This notebook provides a baseline loan applications classifier based on Scikit-Learn's Random Forest. It doesn't include complex feature engineering, but provides high F1 and ROC AUC score on 5-fold cross-validation.

In [None]:
import pandas as pd
from sklearn.model_selection import cross_validate, StratifiedKFold
from sklearn.ensemble import RandomForestClassifier
from sklearn.metrics import roc_auc_score, f1_score, make_scorer

import hashlib

In [None]:
# Set path for project files
fpath = ('../input/should-this-loan-be-approved-or-denied/')

In [None]:
# Let's read CSV and take a look at our data
# We drop unique ID and borrower's organization name right away as they are useless or even noisy as features;
# Also we drop ChgOffDate, ChgOffPrinGr because they can directly tell us that the loan is charged-off
# 'ApprovalDate', 'ApprovalFY', 'DisbursementDate' are dropped to make the model time-independent
data = pd.read_csv(fpath + 'SBAnational.csv').drop(columns=['LoanNr_ChkDgt', 'Name', 'ChgOffDate', 'ChgOffPrinGr',
                                                            'ApprovalDate', 'ApprovalFY', 'DisbursementDate'])
len_data = len(data)
data

In [None]:
# Let's convert the strings styled as '$XXXX.XX' to float values
money_cols = ['DisbursementGross', 'BalanceGross', 'GrAppv', 'SBA_Appv']

for col in money_cols:
  data[col] = [float(val[1:].replace(',', '')) for val in data[col].values]

In [None]:
# Let's check our data for missing values and fill NAs with mode
for col in data.drop(columns=['MIS_Status']).columns:
  if data[col].isna().any():
    data[col] = data[col].fillna(data[col].mode().iloc[0])

In [None]:
# We have many columns with Object dtype; let's apply one hot encoding
# (if the number of unique values is relatively small)
# or hashing if there are many uniques
# The only exception is MIS_Status (our target) variable: it is 'PIF' if the loan is returned
# and 'CHGOFF' if the borrower had a debt
cols_to_drop = []

for col in data.drop(columns=['MIS_Status']).columns:
  if data[col].dtype == 'object':
    print(f'Column {col} has {data[col].nunique()} values among {len_data}')

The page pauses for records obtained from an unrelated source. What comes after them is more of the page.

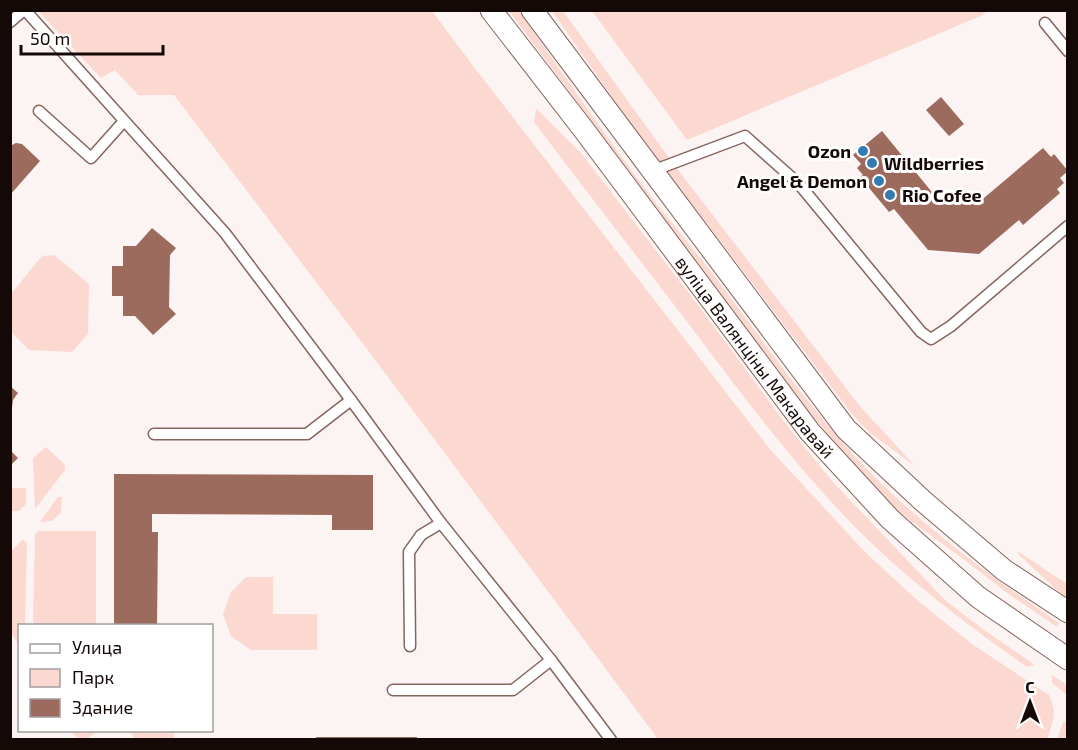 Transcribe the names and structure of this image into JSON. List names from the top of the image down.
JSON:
{
  "streets": {
    "street": ["вуліца Валянціны Макаравай"]
  },
  "places": [
    "Ozon",
    "Wildberries",
    "Angel & Demon",
    "Rio Cofee"
  ],
  "legend": ["Улица", "Парк", "Здание"],
  "scale_bar": "50 m",
  "north": "top"
} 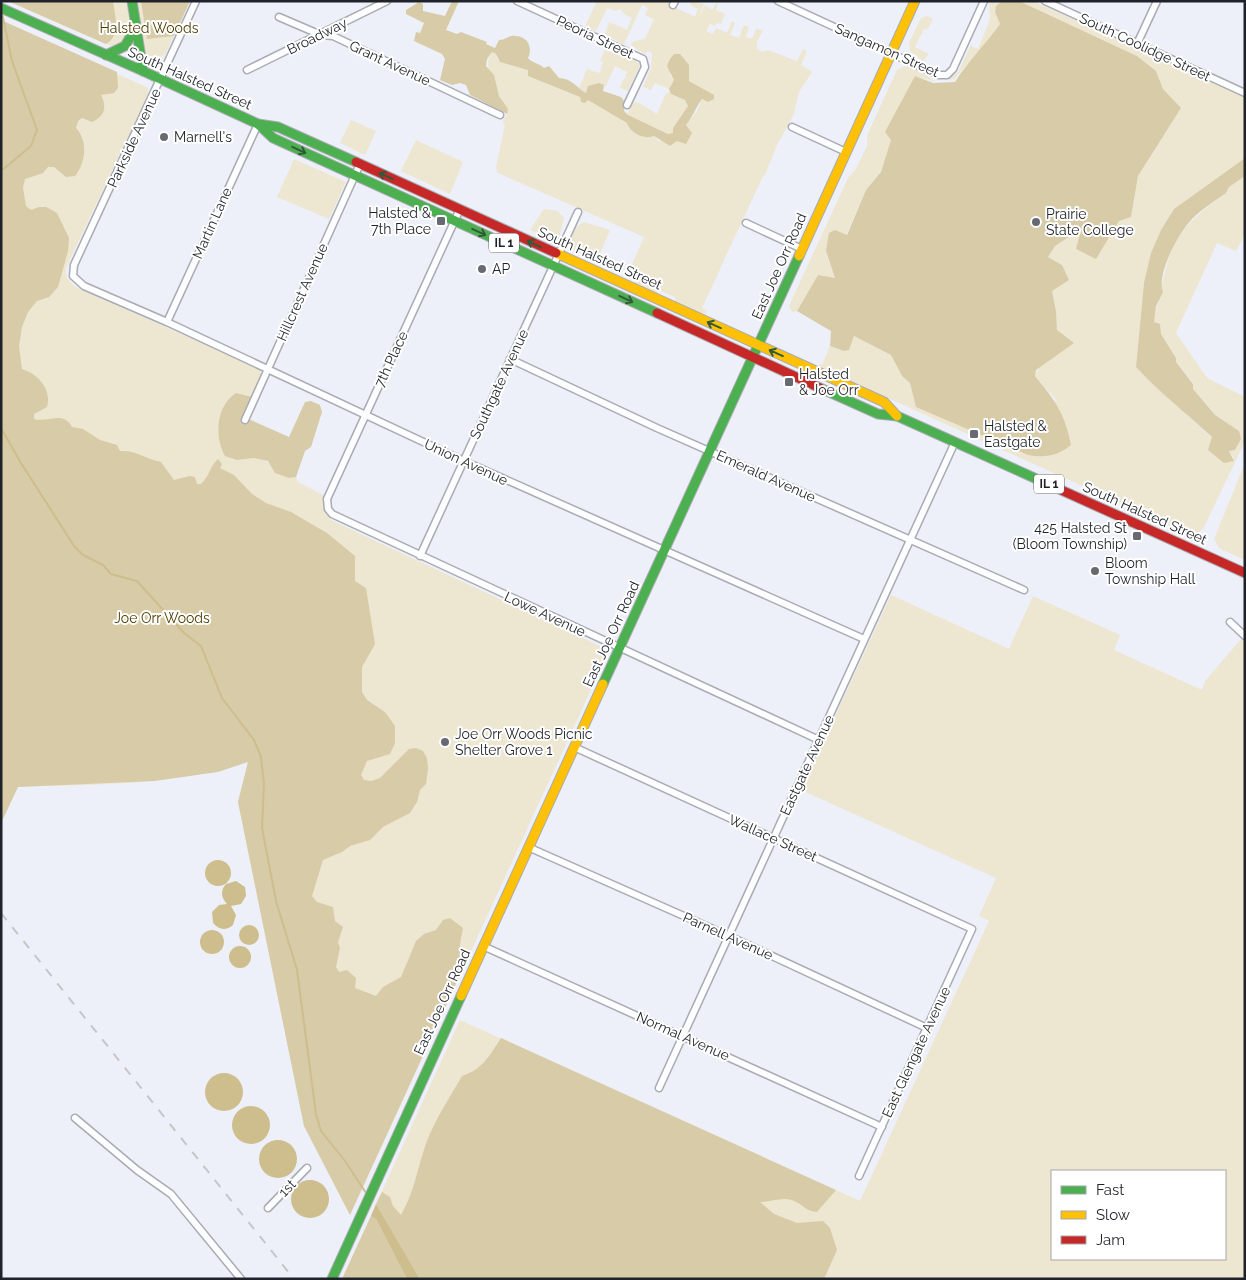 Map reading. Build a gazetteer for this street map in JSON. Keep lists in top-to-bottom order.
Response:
{
  "streets": {
    "main road": ["South Halsted Street", "IL 1", "East Joe Orr Road"],
    "street": [
      "Broadway",
      "Peoria Street",
      "South Coolidge Street",
      "Sangamon Street",
      "Grant Avenue",
      "Parkside Avenue",
      "Martin Lane",
      "Hillcrest Avenue",
      "7th Place",
      "Southgate Avenue",
      "Union Avenue",
      "Emerald Avenue",
      "Lowe Avenue",
      "Eastgate Avenue",
      "Wallace Street",
      "Parnell Avenue",
      "Normal Avenue",
      "East Glengate Avenue",
      "1st"
    ]
  },
  "crossings": [
    ["Broadway", "Grant Avenue"],
    ["Sangamon Street", "East Joe Orr Road"],
    ["South Halsted Street", "Parkside Avenue"],
    ["South Halsted Street", "Martin Lane"],
    ["South Halsted Street", "East Joe Orr Road"],
    ["South Halsted Street", "Hillcrest Avenue"],
    ["South Halsted Street", "7th Place"],
    ["South Halsted Street", "Southgate Avenue"],
    ["South Halsted Street", "Eastgate Avenue"],
    ["Parkside Avenue", "Union Avenue"],
    ["Martin Lane", "Union Avenue"],
    ["East Joe Orr Road", "Union Avenue"],
    ["East Joe Orr Road", "Emerald Avenue"],
    ["East Joe Orr Road", "Lowe Avenue"],
    ["East Joe Orr Road", "Wallace Street"],
    ["East Joe Orr Road", "Parnell Avenue"],
    ["East Joe Orr Road", "Normal Avenue"],
    ["Hillcrest Avenue", "Union Avenue"],
    ["7th Place", "Union Avenue"],
    ["7th Place", "Lowe Avenue"],
    ["Southgate Avenue", "Union Avenue"],
    ["Southgate Avenue", "Emerald Avenue"],
    ["Southgate Avenue", "Lowe Avenue"],
    ["Union Avenue", "Eastgate Avenue"],
    ["Emerald Avenue", "Eastgate Avenue"],
    ["Lowe Avenue", "Eastgate Avenue"],
    ["Eastgate Avenue", "Wallace Street"],
    ["Eastgate Avenue", "Parnell Avenue"],
    ["Eastgate Avenue", "Normal Avenue"],
    ["Wallace Street", "East Glengate Avenue"],
    ["Parnell Avenue", "East Glengate Avenue"],
    ["Normal Avenue", "East Glengate Avenue"]
  ],
  "parks": ["Halsted Woods", "Joe Orr Woods"],
  "places": {
    "other": [
      "Marnell's",
      "Prairie State College",
      "AP",
      "Bloom Township Hall",
      "Joe Orr Woods Picnic Shelter Grove 1"
    ],
    "transit": [
      "Halsted & 7th Place",
      "Halsted & Joe Orr",
      "Halsted & Eastgate",
      "425 Halsted St (Bloom Township)"
    ]
  },
  "legend": ["Fast", "Slow", "Jam"]
} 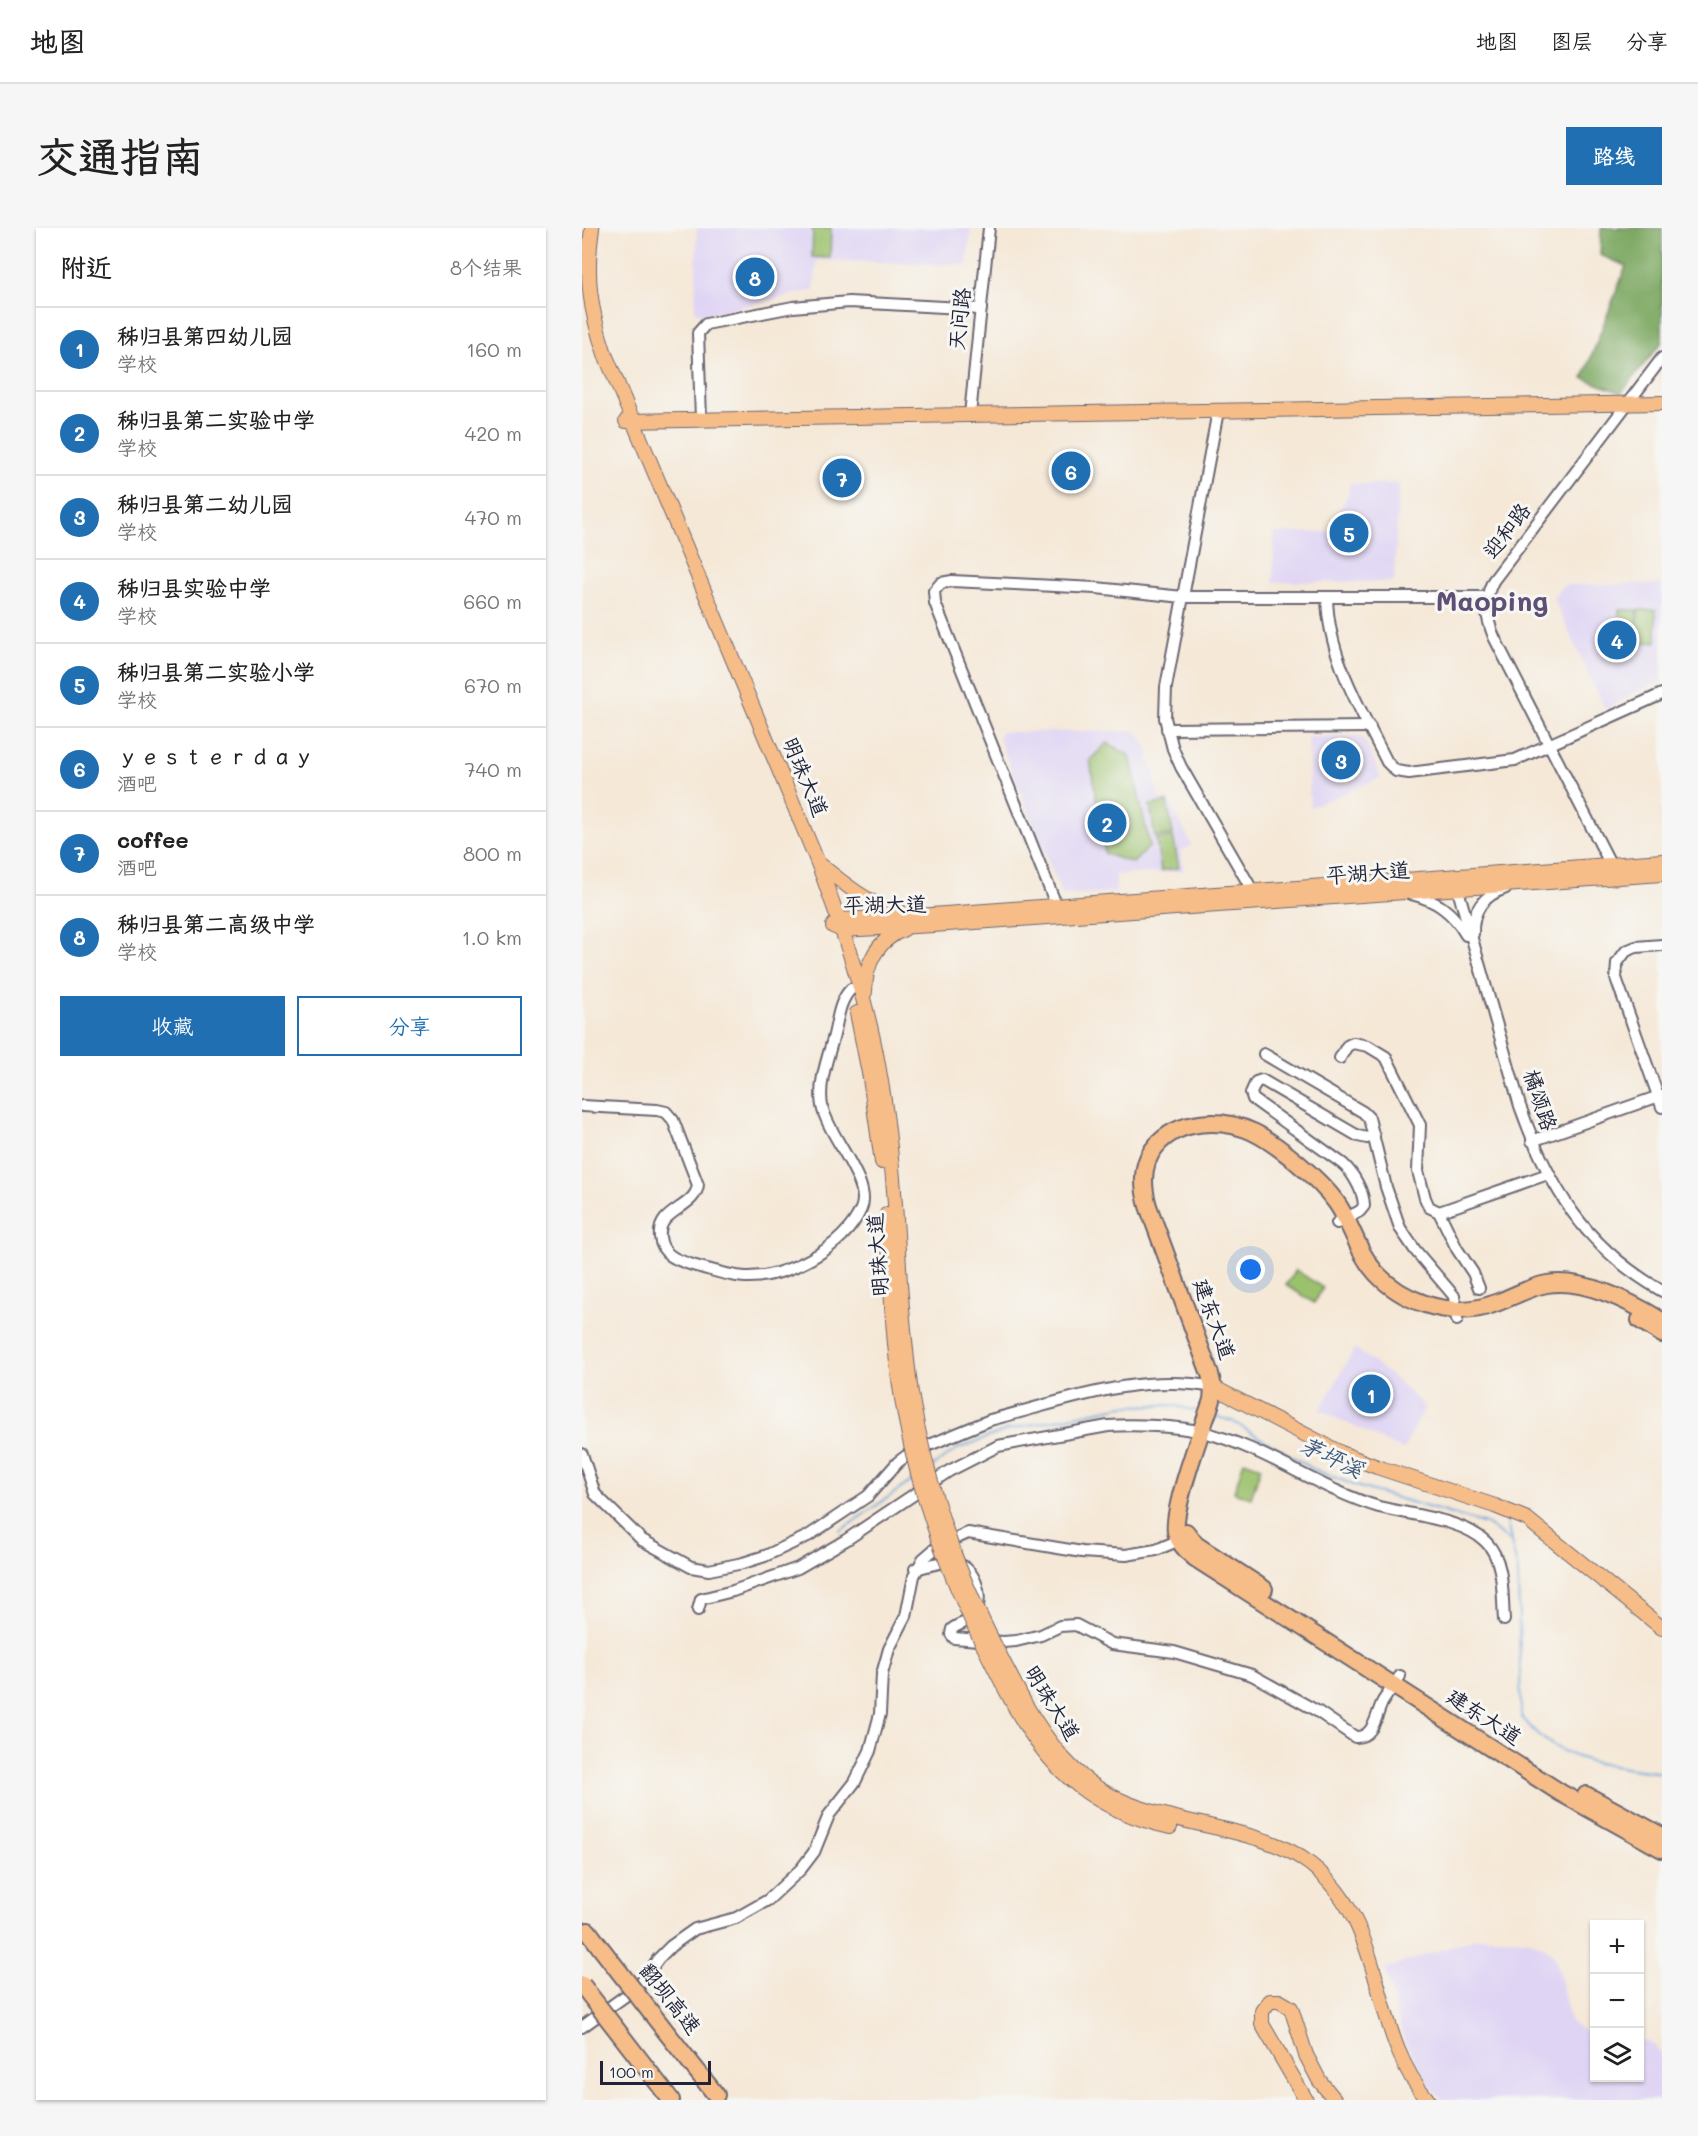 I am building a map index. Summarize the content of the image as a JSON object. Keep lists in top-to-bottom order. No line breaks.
{"streets":{"highway":["建东大道","翻坝高速"],"main road":["明珠大道","平湖大道"],"street":["天问路","迎和路","橘颂路"]},"crossings":[["明珠大道","平湖大道"],["平湖大道","橘颂路"]],"districts":["Maoping"],"water":["茅坪溪"],"scale_bar":"100 m","page":{"header":"地图","nav":["地图","图层","分享"],"buttons":["路线",["收藏","分享"]],"title":"交通指南","heading":["附近","8个结果"],"pins":["8","6","7","5","4","3","2","1"],"list":[{"mark":"1","name":"秭归县第四幼儿园","note":"学校","value":"160 m"},{"mark":"2","name":"秭归县第二实验中学","note":"学校","value":"420 m"},{"mark":"3","name":"秭归县第二幼儿园","note":"学校","value":"470 m"},{"mark":"4","name":"秭归县实验中学","note":"学校","value":"660 m"},{"mark":"5","name":"秭归县第二实验小学","note":"学校","value":"670 m"},{"mark":"6","name":"ｙｅｓｔｅｒｄａｙ","note":"酒吧","value":"740 m"},{"mark":"7","name":"coffee","note":"酒吧","value":"800 m"},{"mark":"8","name":"秭归县第二高级中学","note":"学校","value":"1.0 km"}],"map_buttons":["+","−"],"scale":"100 m"}} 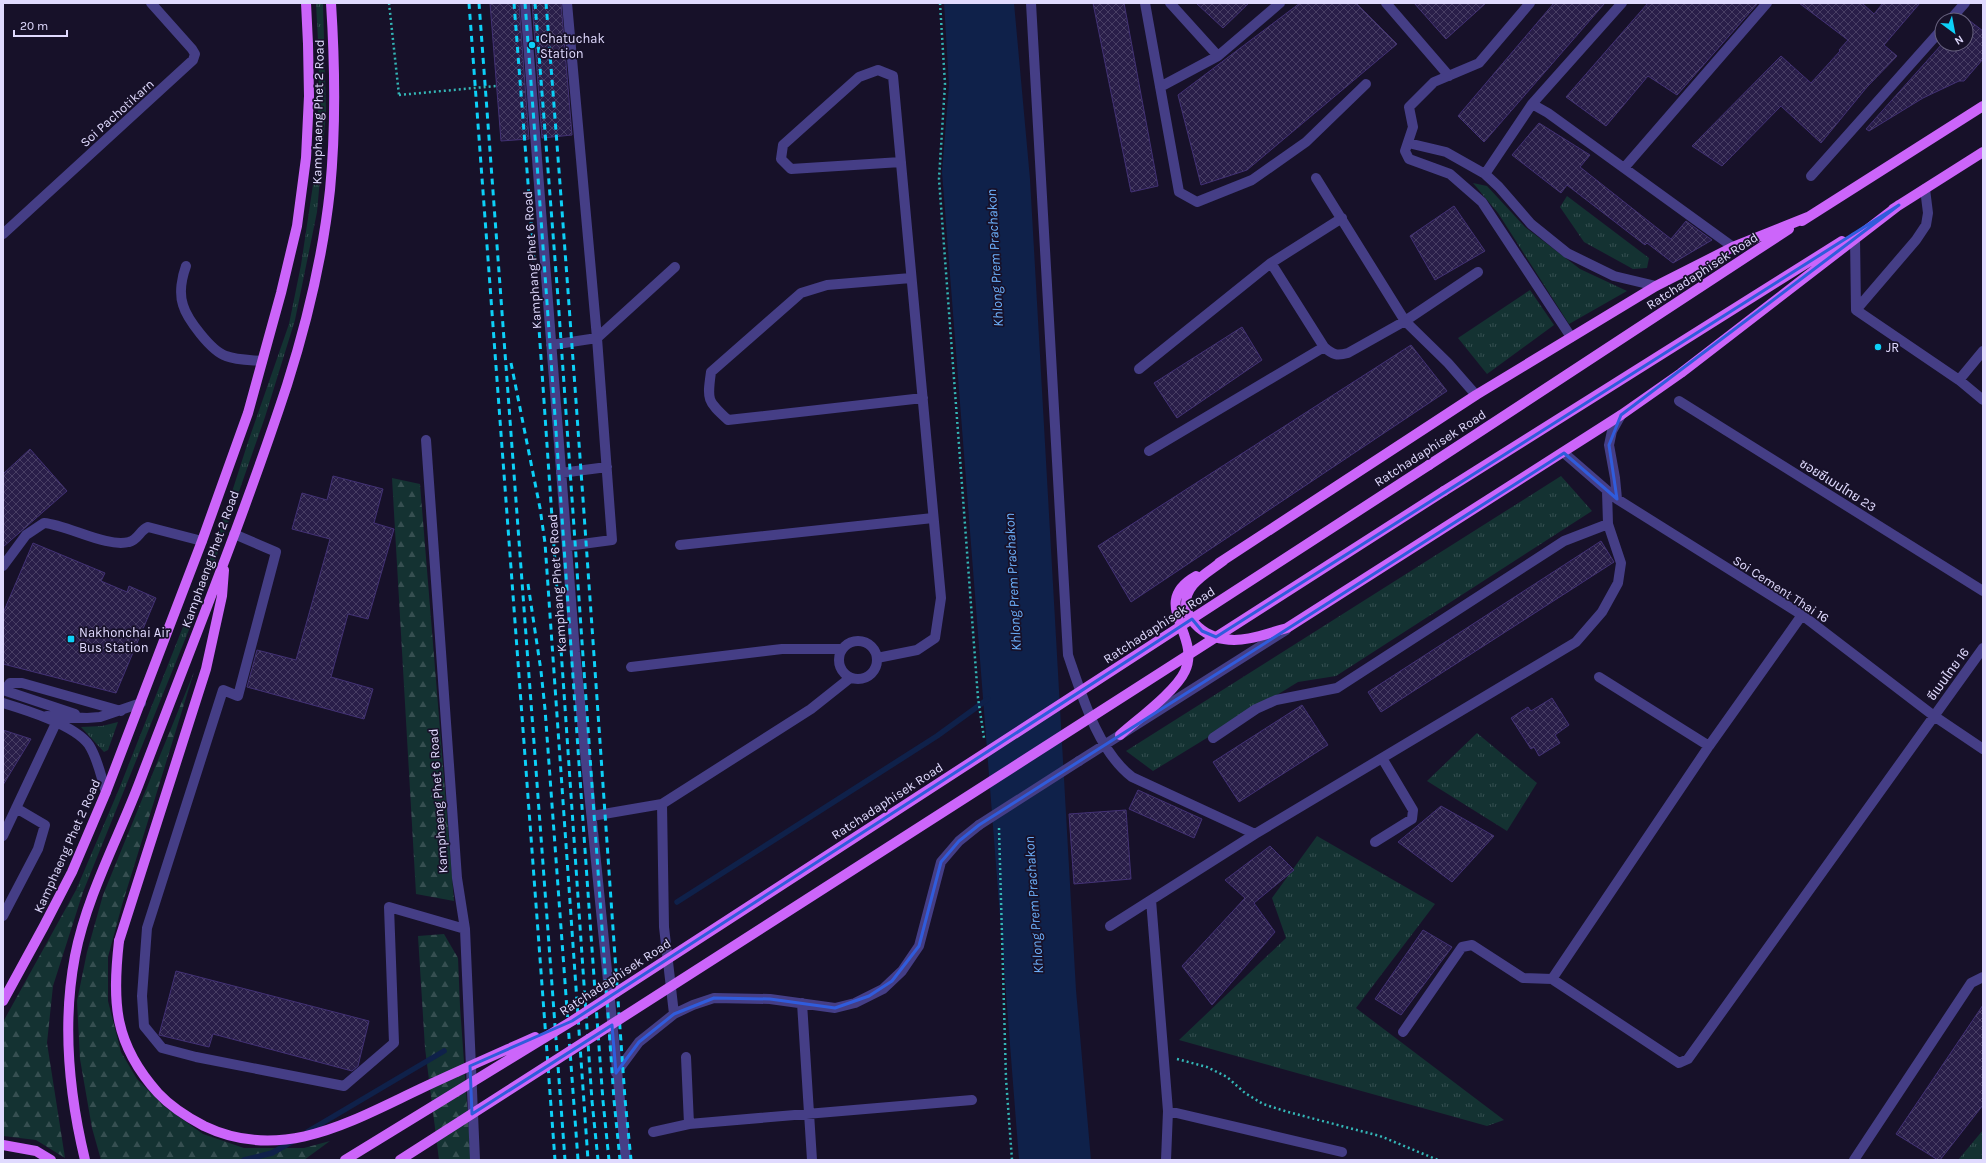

    if data[col].nunique() < 25:
      print(f'One-hot encoding of {col}')
      one_hot_cols = pd.get_dummies(data[col])
      for ohc in one_hot_cols.columns:
        data[col + '_' + ohc] = one_hot_cols[ohc]
    else:
      print(f'Hashing of {col}')
      data[col + '_hash'] = data[col].apply(lambda row: int(hashlib.sha1((col + "_" + str(row)).encode('utf-8')).hexdigest(), 16) % len_data)

    cols_to_drop.append(col)

In [None]:
# Converting target variable from string to binary
data = data.drop(columns=cols_to_drop)

data['Defaulted'] = [1 if app == 'CHGOFF' else 0 for app in data.MIS_Status.values]
data = data.drop(columns=['MIS_Status'])

In [None]:
# Finally, our data looks like this:
data

In [None]:
# The dataset is quite imbalanced: the amount of non-defaulted loans is 5x of that of defaulted ones
print(data.Defaulted.value_counts())

In [None]:
# Let's fit and cross-validate a balanced random forest; first, divide the data to X and Y...
X = data.drop(columns=['Defaulted'])
Y = data.Defaulted

In [None]:
# ...and apply stratified 5-fold validation
rfc = RandomForestClassifier(class_weight='balanced', random_state=42)
f1_scorer = make_scorer(f1_score)
auc_scorer = make_scorer(roc_auc_score)
cross_validate(rfc, X, Y, cv=StratifiedKFold(random_state=42, shuffle=True), scoring=['f1_weighted', 'roc_auc'],
               n_jobs=-1, verbose=10)

As we can see, this model provides average F1 of 0.94 and average ROC AUC of 0.97, which is close to 1 and, thus, efficient to detect potentially risky loan applications. To improve the baseline solution, we can:
- dive deeper into the problem and create new informative features;
- apply more sophisticated methods, such as boosting or deep learning;
- try to use oversampling techniques.

Thanks for your attention :)